## Input material
-------------------------
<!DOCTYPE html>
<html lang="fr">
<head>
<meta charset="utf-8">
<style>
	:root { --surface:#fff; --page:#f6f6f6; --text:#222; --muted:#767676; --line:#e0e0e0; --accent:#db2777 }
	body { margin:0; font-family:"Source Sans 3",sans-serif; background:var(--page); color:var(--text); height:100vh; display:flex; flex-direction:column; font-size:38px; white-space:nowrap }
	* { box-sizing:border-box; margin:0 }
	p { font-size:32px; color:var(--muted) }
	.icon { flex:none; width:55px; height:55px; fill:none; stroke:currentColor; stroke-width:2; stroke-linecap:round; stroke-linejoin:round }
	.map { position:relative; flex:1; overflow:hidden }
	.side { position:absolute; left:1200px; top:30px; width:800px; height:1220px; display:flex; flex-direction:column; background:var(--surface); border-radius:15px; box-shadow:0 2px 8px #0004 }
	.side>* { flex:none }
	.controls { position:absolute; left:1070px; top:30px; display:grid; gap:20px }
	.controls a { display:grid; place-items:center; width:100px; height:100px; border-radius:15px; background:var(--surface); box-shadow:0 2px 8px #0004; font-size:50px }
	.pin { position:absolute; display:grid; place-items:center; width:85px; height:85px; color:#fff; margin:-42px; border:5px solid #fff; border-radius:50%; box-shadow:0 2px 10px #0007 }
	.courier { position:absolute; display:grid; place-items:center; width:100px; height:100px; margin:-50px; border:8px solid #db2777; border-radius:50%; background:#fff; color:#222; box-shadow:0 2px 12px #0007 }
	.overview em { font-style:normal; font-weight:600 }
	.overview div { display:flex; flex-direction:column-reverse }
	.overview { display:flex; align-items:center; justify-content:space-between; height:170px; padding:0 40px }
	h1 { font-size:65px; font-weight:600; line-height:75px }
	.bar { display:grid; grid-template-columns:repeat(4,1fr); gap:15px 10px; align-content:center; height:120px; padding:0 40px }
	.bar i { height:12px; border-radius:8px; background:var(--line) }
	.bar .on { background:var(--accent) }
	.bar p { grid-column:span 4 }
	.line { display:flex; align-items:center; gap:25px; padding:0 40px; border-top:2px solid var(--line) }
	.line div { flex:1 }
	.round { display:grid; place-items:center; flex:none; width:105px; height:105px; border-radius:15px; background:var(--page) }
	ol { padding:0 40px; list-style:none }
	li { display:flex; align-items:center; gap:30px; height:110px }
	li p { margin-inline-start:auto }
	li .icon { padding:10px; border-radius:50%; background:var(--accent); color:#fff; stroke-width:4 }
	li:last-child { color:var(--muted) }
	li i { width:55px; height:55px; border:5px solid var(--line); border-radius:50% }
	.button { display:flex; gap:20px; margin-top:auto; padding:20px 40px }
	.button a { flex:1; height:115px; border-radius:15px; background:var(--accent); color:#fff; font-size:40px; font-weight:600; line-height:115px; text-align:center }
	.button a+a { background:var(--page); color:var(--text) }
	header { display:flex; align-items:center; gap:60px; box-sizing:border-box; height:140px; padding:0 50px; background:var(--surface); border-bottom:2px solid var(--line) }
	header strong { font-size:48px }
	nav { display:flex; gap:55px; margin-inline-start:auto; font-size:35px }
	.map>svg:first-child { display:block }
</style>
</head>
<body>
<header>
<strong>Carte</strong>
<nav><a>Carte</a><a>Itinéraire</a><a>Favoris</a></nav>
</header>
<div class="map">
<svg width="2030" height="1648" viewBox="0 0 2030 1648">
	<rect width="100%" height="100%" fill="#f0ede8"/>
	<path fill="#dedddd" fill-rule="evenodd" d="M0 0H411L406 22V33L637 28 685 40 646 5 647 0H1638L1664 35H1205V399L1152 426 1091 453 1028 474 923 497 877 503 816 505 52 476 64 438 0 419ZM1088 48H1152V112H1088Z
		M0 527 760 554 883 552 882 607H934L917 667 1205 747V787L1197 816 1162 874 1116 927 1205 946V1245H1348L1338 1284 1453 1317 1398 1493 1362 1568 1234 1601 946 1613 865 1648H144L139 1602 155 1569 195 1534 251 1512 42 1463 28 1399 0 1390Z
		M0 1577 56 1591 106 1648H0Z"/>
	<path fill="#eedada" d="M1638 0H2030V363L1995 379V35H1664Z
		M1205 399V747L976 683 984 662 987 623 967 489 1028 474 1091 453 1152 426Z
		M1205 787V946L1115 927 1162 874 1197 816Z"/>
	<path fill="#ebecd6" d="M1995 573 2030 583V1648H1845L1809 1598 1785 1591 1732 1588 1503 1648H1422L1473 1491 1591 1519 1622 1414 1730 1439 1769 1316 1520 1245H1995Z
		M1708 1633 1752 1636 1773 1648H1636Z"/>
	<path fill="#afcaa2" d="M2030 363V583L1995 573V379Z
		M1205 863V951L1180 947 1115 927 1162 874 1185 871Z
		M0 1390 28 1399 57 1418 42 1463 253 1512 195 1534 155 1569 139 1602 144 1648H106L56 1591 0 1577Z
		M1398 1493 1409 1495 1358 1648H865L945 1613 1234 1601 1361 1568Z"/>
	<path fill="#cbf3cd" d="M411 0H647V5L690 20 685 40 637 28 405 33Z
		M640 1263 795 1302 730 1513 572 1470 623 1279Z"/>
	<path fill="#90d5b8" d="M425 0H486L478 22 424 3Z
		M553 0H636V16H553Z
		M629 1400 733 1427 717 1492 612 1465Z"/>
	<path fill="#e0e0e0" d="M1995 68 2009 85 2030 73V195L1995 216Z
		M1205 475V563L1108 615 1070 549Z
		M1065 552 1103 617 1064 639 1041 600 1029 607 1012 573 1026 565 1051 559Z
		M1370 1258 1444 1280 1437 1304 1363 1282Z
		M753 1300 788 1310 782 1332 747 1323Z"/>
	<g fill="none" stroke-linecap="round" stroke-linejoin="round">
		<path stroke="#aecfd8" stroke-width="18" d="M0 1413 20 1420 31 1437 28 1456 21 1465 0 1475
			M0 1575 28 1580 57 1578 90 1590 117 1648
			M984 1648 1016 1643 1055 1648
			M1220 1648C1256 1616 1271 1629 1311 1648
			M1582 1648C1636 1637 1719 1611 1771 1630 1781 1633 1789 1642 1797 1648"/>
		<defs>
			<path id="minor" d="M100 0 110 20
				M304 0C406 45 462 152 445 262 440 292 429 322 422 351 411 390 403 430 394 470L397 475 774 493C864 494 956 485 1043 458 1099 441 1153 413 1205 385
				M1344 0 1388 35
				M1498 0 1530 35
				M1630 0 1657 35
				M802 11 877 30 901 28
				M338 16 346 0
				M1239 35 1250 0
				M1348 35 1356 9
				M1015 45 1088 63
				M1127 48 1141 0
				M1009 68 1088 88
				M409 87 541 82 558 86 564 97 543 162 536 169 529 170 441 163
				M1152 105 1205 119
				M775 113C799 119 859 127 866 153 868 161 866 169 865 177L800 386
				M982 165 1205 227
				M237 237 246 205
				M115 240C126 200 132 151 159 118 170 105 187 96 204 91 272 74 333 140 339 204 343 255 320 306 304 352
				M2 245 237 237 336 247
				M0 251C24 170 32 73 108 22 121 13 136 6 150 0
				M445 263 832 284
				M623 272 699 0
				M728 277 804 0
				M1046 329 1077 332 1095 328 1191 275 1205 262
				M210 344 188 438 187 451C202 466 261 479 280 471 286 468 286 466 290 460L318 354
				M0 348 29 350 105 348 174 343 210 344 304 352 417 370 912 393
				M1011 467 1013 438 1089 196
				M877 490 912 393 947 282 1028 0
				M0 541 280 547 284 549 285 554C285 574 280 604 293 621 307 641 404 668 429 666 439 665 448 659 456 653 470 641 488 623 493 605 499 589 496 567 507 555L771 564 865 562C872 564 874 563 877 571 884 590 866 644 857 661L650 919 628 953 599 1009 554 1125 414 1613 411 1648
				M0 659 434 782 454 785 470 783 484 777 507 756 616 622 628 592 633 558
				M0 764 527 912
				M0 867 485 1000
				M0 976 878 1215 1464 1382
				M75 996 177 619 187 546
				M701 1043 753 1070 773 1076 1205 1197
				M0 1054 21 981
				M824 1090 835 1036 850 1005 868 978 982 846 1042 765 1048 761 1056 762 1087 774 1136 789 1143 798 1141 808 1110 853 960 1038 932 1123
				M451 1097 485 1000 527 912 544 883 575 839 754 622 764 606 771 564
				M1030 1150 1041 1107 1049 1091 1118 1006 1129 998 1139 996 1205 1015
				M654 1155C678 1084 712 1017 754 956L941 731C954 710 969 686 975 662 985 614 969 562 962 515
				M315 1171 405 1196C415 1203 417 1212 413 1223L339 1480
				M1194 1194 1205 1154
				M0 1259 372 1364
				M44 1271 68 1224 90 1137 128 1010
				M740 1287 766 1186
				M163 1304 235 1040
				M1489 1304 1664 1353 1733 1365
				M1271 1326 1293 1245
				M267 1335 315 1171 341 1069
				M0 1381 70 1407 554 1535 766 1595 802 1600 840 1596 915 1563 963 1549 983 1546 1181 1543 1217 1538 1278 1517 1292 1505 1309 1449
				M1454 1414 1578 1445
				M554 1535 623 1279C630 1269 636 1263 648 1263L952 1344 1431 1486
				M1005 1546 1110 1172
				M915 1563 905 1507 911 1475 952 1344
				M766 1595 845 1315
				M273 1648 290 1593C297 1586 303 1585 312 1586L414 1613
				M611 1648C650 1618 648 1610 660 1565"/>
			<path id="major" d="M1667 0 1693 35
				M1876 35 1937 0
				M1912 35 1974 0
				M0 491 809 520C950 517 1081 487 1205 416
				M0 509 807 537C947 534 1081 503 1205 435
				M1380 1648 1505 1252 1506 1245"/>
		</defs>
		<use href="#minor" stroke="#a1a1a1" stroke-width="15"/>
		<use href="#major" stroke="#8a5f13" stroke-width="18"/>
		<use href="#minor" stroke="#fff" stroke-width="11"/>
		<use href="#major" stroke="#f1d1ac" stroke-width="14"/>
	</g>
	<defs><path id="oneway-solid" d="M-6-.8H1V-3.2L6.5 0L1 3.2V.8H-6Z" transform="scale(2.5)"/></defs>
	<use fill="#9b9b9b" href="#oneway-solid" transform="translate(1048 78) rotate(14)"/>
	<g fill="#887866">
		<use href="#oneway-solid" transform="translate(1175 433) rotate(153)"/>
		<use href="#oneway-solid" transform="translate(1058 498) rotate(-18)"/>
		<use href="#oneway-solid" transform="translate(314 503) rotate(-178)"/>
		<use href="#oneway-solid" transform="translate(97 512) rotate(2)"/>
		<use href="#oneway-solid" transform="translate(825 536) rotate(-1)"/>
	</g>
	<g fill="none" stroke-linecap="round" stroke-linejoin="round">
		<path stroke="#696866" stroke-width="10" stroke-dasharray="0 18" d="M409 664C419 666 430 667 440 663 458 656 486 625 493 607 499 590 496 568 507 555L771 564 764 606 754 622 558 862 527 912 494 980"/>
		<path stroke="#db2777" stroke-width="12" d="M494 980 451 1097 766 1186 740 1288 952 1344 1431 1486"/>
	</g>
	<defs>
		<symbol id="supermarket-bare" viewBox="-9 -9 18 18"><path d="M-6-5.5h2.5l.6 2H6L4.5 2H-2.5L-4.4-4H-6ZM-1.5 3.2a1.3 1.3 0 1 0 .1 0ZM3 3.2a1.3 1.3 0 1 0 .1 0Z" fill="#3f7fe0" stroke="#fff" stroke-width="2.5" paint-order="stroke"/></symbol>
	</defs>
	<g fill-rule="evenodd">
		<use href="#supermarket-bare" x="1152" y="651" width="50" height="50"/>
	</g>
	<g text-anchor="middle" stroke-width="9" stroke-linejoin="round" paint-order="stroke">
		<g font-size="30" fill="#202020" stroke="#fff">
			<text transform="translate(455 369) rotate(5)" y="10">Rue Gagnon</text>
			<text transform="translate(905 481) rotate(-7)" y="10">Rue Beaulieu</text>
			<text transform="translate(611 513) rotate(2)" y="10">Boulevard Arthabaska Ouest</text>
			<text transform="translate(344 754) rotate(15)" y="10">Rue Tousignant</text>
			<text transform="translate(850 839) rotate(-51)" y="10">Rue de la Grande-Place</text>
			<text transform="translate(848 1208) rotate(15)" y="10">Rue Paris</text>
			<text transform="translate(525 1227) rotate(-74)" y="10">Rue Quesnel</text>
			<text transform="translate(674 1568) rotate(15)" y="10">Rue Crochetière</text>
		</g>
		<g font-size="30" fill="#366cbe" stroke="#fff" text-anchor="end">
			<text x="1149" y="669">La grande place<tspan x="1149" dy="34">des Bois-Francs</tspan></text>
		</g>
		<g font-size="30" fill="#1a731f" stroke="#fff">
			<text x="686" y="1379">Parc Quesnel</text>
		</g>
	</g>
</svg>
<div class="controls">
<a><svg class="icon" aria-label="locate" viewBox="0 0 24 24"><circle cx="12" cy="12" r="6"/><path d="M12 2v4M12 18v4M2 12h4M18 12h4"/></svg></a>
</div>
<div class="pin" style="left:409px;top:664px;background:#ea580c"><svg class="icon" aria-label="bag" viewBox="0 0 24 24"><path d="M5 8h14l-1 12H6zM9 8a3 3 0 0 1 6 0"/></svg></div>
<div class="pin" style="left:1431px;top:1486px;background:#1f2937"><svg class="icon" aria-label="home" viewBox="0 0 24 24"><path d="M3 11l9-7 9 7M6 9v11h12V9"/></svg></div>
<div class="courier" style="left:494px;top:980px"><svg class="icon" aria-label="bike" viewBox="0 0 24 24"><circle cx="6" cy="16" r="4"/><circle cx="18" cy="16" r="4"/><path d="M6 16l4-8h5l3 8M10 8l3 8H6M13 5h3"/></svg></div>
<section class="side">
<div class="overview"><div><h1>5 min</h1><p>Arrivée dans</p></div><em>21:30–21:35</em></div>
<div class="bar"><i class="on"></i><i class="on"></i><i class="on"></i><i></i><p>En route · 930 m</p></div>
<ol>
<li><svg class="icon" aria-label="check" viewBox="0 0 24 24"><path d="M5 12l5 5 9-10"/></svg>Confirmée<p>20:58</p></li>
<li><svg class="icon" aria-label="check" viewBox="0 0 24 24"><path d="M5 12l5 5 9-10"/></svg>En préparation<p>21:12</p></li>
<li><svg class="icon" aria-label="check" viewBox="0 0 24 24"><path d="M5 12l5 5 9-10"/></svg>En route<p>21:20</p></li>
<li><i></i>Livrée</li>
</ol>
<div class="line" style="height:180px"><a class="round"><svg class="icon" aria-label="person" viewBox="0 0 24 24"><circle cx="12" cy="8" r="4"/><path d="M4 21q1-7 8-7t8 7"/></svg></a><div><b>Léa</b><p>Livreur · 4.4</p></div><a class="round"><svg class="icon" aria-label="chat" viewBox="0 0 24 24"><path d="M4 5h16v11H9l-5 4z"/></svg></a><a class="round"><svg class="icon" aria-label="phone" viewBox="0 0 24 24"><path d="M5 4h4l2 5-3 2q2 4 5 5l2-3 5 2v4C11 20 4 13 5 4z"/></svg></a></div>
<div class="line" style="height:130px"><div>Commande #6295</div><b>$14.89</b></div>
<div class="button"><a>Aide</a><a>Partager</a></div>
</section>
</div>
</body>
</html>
-------------------------
## Exercise requirements
In the lines above, find the word "check" and copy each line that contains it.

## Written solution
<li><svg class="icon" aria-label="check" viewBox="0 0 24 24"><path d="M5 12l5 5 9-10"/></svg>Confirmée<p>20:58</p></li>
<li><svg class="icon" aria-label="check" viewBox="0 0 24 24"><path d="M5 12l5 5 9-10"/></svg>En préparation<p>21:12</p></li>
<li><svg class="icon" aria-label="check" viewBox="0 0 24 24"><path d="M5 12l5 5 9-10"/></svg>En route<p>21:20</p></li>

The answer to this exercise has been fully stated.